For those farm businesses who trade as a sole trader or partnership, January 31 is an important date. This is the date by which Tax Returns must be filed but it is also the date by which tax requires to be paid. Sole traders and partners in a partnership pay tax in two instalments on January 31 and July 31 annually. Additionally, if there is a balance of tax to be paid from the previous year, this balance must also be paid on January 31. Farm businesses trading as a limited company pay Corporation Tax in one instalment nine months after the end of the company’s accounting period.

Now is the time to focus on the amount of tax to be paid on January 31 2016. The annual accounts for the most recent financial year now require to be prepared and the tax liability calculated. In addition a review of the year to date should be carried out in order to estimate the likely tax liability for the current year and, therefore, the payment on account which requires to be made on January 31 2015. This information can be fed into the process of managing cash flow over the winter months. In addition to paying tax on January 31 2016 all of the other farm suppliers require to be paid: outstanding feed, fertiliser and contractors.

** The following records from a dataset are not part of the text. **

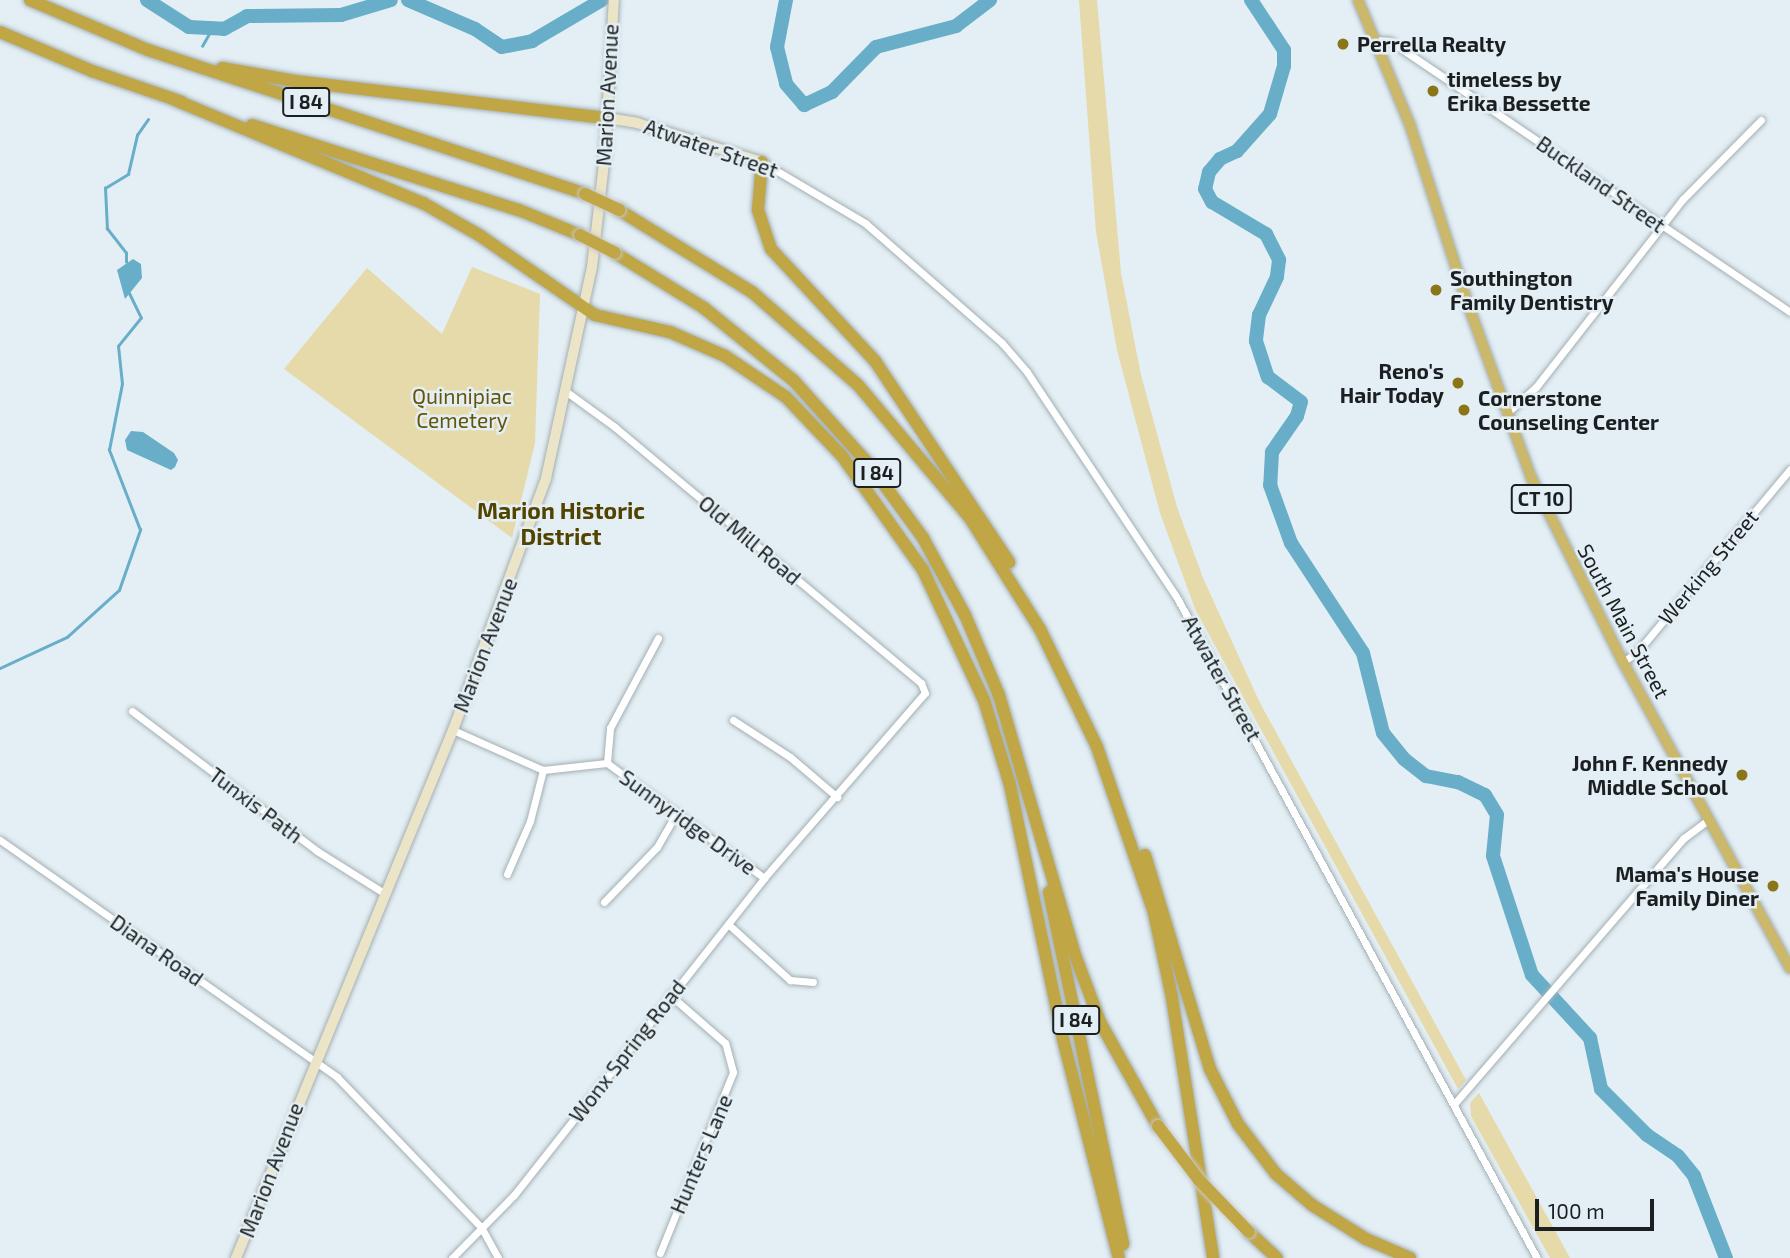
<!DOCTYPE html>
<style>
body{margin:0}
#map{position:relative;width:1790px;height:1258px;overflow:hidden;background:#e3eff4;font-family:"Exo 2",sans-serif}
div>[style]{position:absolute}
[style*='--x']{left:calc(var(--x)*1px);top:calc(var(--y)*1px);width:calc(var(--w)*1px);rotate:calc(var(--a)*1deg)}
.green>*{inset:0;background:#e6d9aa}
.water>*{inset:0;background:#68aec9}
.stream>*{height:2.5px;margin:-1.25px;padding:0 1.25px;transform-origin:1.25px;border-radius:1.25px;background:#68aec9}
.river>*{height:14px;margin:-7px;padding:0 7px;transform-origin:7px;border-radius:7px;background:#68aec9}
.roads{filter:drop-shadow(0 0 2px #a4afb3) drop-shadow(0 0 2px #a4afb3)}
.minor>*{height:7px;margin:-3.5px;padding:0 3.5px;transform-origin:3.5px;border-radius:3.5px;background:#fff}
.secondary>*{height:10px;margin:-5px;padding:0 5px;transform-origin:5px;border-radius:5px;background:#ece4c7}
.trunk>*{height:10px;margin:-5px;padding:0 5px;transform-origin:5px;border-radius:5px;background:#ccb86a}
.motorway>*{height:12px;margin:-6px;padding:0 6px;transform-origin:6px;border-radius:6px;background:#c0a644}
.bridges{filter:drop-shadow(0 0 2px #c8c9ca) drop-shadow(0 0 2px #c8c9ca)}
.motorway-bridge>*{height:12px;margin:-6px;padding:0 6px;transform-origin:6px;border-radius:6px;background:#c0a644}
.dots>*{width:19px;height:19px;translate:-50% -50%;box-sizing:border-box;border:4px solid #e3eff4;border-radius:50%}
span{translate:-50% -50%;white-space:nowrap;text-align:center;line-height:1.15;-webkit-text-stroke:5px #e3eff4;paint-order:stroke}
.shield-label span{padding:2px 5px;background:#e3eff4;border:2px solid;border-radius:5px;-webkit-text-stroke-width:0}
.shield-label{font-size:19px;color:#1b1f21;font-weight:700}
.poi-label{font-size:21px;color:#1b1f21;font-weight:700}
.left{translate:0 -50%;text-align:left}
.right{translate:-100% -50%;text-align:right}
.street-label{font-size:21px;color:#1b1f21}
.park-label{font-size:21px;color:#665409}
.neighbourhood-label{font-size:23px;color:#524300;font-weight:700}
.scale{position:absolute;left:1535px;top:1199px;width:119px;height:32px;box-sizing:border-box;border:4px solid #1b1f21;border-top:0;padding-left:9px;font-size:21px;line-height:24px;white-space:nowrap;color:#1b1f21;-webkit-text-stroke:5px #e3eff4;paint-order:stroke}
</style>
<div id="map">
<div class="green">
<i style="clip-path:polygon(1079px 0,1097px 0,1121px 273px,1141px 375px,1177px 507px,1203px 578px,1260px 703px,1466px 1080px,1458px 1089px,1195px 609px,1160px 513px,1117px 350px,1096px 232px)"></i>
<i style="clip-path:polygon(472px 267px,540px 294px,535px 443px,512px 538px,284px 369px,367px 268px,442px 334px)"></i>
<i style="clip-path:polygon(1479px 1093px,1570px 1258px,1550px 1258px,1471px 1116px,1470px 1103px)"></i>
</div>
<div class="water">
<i style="clip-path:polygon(133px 259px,141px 264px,142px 278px,125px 299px,117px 270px)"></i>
<i style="clip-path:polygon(131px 431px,143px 432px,174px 453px,178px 460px,175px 467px,171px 470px,127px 450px,125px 440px)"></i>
</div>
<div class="stream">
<i style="--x:202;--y:46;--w:20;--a:-60"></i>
<i style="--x:126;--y:262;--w:9;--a:-90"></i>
<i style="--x:126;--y:253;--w:31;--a:-128"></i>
<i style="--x:107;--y:229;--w:41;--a:-92.8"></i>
<i style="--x:105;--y:188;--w:27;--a:-31"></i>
<i style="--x:128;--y:174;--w:40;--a:-77"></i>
<i style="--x:137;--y:135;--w:19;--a:-55"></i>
<i style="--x:0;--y:668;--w:74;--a:-24.8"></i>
<i style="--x:67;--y:637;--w:70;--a:-42.1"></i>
<i style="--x:119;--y:590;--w:64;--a:-70.7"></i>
<i style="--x:140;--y:530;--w:86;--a:-111.2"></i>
<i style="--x:109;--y:450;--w:67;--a:-78.9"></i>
<i style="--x:122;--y:384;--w:38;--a:-96"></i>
<i style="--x:118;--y:346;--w:36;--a:-51"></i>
<i style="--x:141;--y:318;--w:28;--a:-116"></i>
</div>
<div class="river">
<i style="--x:147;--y:0;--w:50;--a:32.7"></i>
<i style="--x:189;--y:27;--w:35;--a:3"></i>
<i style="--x:224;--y:29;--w:26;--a:-29"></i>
<i style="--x:247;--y:16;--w:94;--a:-0.6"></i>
<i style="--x:341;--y:15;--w:52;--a:-16.7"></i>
<i style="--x:408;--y:0;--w:73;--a:23.4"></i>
<i style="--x:475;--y:29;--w:32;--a:34"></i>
<i style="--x:502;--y:47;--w:31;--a:-11"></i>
<i style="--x:532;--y:41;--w:81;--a:-30.4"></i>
<i style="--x:786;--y:0;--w:48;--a:100.8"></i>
<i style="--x:777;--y:47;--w:38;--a:76"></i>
<i style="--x:786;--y:84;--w:28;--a:49"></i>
<i style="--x:804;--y:105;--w:31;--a:-25"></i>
<i style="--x:832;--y:92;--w:63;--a:-45.6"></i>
<i style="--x:876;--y:47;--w:83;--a:-14.7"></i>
<i style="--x:956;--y:26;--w:43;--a:-37.4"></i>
<i style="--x:1251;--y:0;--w:60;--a:56.6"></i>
<i style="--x:1284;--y:50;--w:16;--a:90"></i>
<i style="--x:1284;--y:66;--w:50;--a:106.3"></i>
<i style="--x:1270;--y:114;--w:50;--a:131.7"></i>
<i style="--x:1237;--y:151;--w:19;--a:155"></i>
<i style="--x:1220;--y:159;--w:17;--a:130"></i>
<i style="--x:1209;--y:172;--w:17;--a:103"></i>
<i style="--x:1205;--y:189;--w:15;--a:62"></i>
<i style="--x:1212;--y:202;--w:63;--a:30.7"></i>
<i style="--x:1266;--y:234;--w:29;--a:63"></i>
<i style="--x:1279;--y:260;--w:17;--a:97"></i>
<i style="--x:1277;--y:277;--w:42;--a:115.3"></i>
<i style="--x:1259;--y:315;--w:26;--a:97"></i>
<i style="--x:1256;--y:341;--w:38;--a:72"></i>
<i style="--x:1268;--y:377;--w:41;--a:37.1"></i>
<i style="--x:1301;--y:402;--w:15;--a:106"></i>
<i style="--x:1297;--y:416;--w:44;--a:124.8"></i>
<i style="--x:1272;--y:452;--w:33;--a:93"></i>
<i style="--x:1270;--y:485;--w:62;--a:70.1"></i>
<i style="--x:1291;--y:543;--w:131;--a:56.8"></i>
<i style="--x:1363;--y:653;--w:82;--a:76"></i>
<i style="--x:1383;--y:733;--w:33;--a:51"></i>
<i style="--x:1404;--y:759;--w:28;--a:38"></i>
<i style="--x:1426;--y:776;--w:33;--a:11"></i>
<i style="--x:1458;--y:782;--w:30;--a:26"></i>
<i style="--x:1485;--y:795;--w:23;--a:59"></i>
<i style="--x:1497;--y:815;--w:41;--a:95.6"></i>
<i style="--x:1493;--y:856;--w:125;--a:71.9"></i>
<i style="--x:1532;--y:975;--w:86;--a:47.4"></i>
<i style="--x:1590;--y:1038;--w:52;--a:77.8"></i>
<i style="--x:1601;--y:1089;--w:65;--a:45"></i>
<i style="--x:1647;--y:1135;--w:37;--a:34"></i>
<i style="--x:1678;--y:1156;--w:26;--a:51"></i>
<i style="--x:1694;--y:1176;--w:88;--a:68.7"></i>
</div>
<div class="roads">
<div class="minor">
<i style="--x:1374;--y:40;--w:16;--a:4"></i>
<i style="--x:1390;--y:41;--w:483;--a:34.1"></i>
<i style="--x:762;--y:162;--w:120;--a:30.6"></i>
<i style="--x:865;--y:223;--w:182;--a:41.2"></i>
<i style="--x:1002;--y:343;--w:38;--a:49"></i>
<i style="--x:1027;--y:372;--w:269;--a:56.4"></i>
<i style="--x:1176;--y:596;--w:754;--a:61.4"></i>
<i style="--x:1507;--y:413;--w:39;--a:-42"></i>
<i style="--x:1536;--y:387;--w:239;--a:-52"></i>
<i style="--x:1683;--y:199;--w:111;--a:-45.4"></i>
<i style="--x:1623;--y:662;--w:19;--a:-36"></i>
<i style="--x:1638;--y:651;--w:237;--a:-50.1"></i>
<i style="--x:132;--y:711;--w:232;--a:37.1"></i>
<i style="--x:317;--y:851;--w:79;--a:32.1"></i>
<i style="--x:733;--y:720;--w:68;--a:33"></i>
<i style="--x:790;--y:757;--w:62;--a:40.4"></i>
<i style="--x:453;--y:730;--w:98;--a:24"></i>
<i style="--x:543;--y:770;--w:64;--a:-6.2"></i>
<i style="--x:607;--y:763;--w:195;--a:36.2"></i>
<i style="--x:607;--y:763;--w:35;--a:-85"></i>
<i style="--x:610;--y:728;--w:102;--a:-61.9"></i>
<i style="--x:0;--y:840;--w:412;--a:35.1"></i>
<i style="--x:337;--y:1077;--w:208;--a:46.2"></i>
<i style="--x:481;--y:1227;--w:35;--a:61"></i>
<i style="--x:507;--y:874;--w:58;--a:-66.5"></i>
<i style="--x:530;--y:821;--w:53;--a:-75.7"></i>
<i style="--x:604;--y:902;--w:76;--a:-46.1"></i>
<i style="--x:657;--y:847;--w:39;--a:-60"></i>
<i style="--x:728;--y:924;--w:84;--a:42.1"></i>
<i style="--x:790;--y:980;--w:23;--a:5"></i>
<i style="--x:1455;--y:1103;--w:350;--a:-49.2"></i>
<i style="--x:1684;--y:838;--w:30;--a:-37"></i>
<i style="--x:660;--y:1253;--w:195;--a:-68"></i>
<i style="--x:733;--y:1072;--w:30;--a:-105"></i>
<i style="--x:725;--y:1043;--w:73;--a:-138.9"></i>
<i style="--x:452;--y:1258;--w:88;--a:-45.5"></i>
<i style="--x:514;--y:1195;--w:404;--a:-51.7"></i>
<i style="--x:764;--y:878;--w:245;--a:-49"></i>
<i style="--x:925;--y:693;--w:11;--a:-112"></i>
<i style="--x:921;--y:683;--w:399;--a:-140.1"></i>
<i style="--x:615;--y:427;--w:58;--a:-144.1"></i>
</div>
<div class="secondary">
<i style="--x:607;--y:118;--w:30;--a:9"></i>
<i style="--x:637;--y:123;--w:131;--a:17.3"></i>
<i style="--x:236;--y:1258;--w:571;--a:-67.66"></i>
<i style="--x:453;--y:730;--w:269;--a:-69.7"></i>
<i style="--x:546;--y:478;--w:216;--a:-77.7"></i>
<i style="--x:592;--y:267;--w:114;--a:-83.4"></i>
<i style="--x:605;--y:154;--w:154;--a:-86.7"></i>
</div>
<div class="trunk">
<i style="--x:1358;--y:0;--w:135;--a:67.4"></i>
<i style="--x:1410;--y:125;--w:186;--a:72.1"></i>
<i style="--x:1467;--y:302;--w:186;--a:69.9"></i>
<i style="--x:1531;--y:477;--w:207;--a:63.6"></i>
<i style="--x:1623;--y:662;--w:349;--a:61.4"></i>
</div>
<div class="motorway">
<i style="--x:30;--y:0;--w:128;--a:23"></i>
<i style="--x:148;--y:50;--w:460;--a:18.2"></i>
<i style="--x:0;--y:32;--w:100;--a:23"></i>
<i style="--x:92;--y:71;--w:95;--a:19"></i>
<i style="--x:222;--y:68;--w:74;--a:10.1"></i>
<i style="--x:295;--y:81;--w:314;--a:6.8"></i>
<i style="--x:175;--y:100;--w:269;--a:22.6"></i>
<i style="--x:423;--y:203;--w:64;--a:29.7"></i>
<i style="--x:479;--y:235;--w:141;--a:34.6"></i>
<i style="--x:595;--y:315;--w:77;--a:12.8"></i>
<i style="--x:670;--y:332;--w:60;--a:23.6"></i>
<i style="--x:725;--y:356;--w:73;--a:33.9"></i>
<i style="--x:786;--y:397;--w:81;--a:46.5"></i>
<i style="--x:842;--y:456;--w:140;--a:54.6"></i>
<i style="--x:923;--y:570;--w:144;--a:64.9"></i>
<i style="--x:984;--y:700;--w:89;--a:73"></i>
<i style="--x:1010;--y:785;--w:259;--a:78.2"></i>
<i style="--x:1063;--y:1039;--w:226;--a:75.7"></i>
<i style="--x:252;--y:125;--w:280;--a:17.7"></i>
<i style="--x:519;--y:210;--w:66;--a:22.3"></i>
<i style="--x:762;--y:162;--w:48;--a:94.8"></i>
<i style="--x:758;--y:210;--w:41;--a:71.6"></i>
<i style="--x:771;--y:249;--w:153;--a:47.1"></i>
<i style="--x:875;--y:361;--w:242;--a:56.3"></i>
<i style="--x:619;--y:210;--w:156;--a:31.7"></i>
<i style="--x:752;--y:292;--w:141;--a:41.3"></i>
<i style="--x:858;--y:385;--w:174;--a:49.9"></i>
<i style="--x:970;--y:518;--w:131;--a:57.8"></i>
<i style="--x:1040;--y:629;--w:131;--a:64.2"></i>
<i style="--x:1097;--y:747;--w:176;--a:71"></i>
<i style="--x:1154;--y:913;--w:87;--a:78"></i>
<i style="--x:1172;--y:998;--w:263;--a:81"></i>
<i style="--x:615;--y:253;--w:105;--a:31.7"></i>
<i style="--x:704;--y:308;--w:116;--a:39"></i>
<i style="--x:794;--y:381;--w:117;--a:48.1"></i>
<i style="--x:872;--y:468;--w:87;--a:53.9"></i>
<i style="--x:923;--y:538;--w:88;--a:61.4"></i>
<i style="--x:965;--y:615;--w:87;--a:67"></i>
<i style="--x:999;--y:695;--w:268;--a:73.7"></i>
<i style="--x:1074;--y:952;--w:75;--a:69.6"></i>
<i style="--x:1100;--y:1022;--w:119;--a:60.9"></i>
<i style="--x:1145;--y:855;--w:224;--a:73.1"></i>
<i style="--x:1210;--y:1069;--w:62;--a:63"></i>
<i style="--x:1238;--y:1124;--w:63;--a:52.8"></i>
<i style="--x:1276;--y:1174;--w:48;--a:40.7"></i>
<i style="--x:1312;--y:1205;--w:64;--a:32.2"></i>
<i style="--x:1366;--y:1239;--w:48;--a:23.4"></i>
<i style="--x:1049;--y:892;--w:360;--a:78.1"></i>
<i style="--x:1249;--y:1232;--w:38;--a:43"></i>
</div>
</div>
<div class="bridges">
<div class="motorway-bridge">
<i style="--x:585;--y:194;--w:38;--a:25"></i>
<i style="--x:580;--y:235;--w:39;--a:27"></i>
<i style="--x:1158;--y:1126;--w:68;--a:52.8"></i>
<i style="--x:1199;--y:1180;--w:72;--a:46.1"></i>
</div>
</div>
<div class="dots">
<i style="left:1343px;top:44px;background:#8b7519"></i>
<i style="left:1433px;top:91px;background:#8b7519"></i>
<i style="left:1436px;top:290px;background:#8b7519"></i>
<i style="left:1458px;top:383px;background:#8b7519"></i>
<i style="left:1464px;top:410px;background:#8b7519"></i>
<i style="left:1742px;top:775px;background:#8b7519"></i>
<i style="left:1773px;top:886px;background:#8b7519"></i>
</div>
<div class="shield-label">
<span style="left:306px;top:102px">I 84</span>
<span style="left:877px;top:473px">I 84</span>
<span style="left:1541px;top:499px">CT 10</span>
<span style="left:1076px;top:1020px">I 84</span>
</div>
<div class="poi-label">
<span class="left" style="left:1357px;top:44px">Perrella Realty</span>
<span class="left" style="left:1447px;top:91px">timeless by<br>Erika Bessette</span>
<span class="left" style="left:1450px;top:290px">Southington<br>Family Dentistry</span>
<span class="right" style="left:1444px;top:383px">Reno's<br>Hair Today</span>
<span class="left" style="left:1478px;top:410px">Cornerstone<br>Counseling Center</span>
<span class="right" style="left:1728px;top:775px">John F. Kennedy<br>Middle School</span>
<span class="right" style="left:1759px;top:886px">Mama's House<br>Family Diner</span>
</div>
<div class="street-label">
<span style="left:607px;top:95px;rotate:-87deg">Marion Avenue</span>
<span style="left:711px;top:148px;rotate:19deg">Atwater Street</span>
<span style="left:1601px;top:184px;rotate:35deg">Buckland Street</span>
<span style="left:750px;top:540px;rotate:40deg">Old Mill Road</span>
<span style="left:1708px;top:567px;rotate:-50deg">Werking Street</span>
<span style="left:1624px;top:621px;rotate:62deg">South Main Street</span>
<span style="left:485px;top:645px;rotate:-69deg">Marion Avenue</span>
<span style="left:1222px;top:678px;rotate:61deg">Atwater Street</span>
<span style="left:256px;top:805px;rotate:37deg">Tunxis Path</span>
<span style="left:688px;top:822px;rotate:36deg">Sunnyridge Drive</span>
<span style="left:157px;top:950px;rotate:35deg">Diana Road</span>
<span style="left:627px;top:1051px;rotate:-52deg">Wonx Spring Road</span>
<span style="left:701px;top:1154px;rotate:-67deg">Hunters Lane</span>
<span style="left:271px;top:1170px;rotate:-69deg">Marion Avenue</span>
</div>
<div class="park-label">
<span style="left:462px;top:408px">Quinnipiac<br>Cemetery</span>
</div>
<div class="neighbourhood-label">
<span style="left:561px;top:523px">Marion Historic<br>District</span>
</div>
<div class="scale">100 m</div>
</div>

Where possible the objective should be to achieve all of these without adding to the business overdraft.

This is also an appropriate time of the year to review the farm accounting system to establish if it is fit for purpose and meeting objectives. The objectives of the farm accounting system are two fold: firstly, that it supplies to the farmer up to date information to enable informed decisions to be taken in a timely manner; and, secondly, that it enables the farmer to pass the business Records Check Programme operated by Revenue & Customs.

An up to date well maintained record keeping system will enable the farmer to both manage cash flow and minimise tax at the same time. This is achieved by establishing the capability, in cash flow terms, of the business to spend profits on tax saving items, while at the same time, paying down feed, fertiliser and contractor charges. Expenditure on tax saving items include necessary repairs; payment to family members assisting on the farm; training allowance to employees attending agricultural college. In addition, at this time of year it is appropriate to undertake a review of business structure: sole trader, partnership or limited company from the two points of view of minimising tax and availing of opportunities arising from CAP reform.

A business which takes time out to stand back and look at the cash flow of the farm over the next six months will be better equipped to keep on top of paying bills, minimising tax due on January 31 and maintain its relationship with the bank.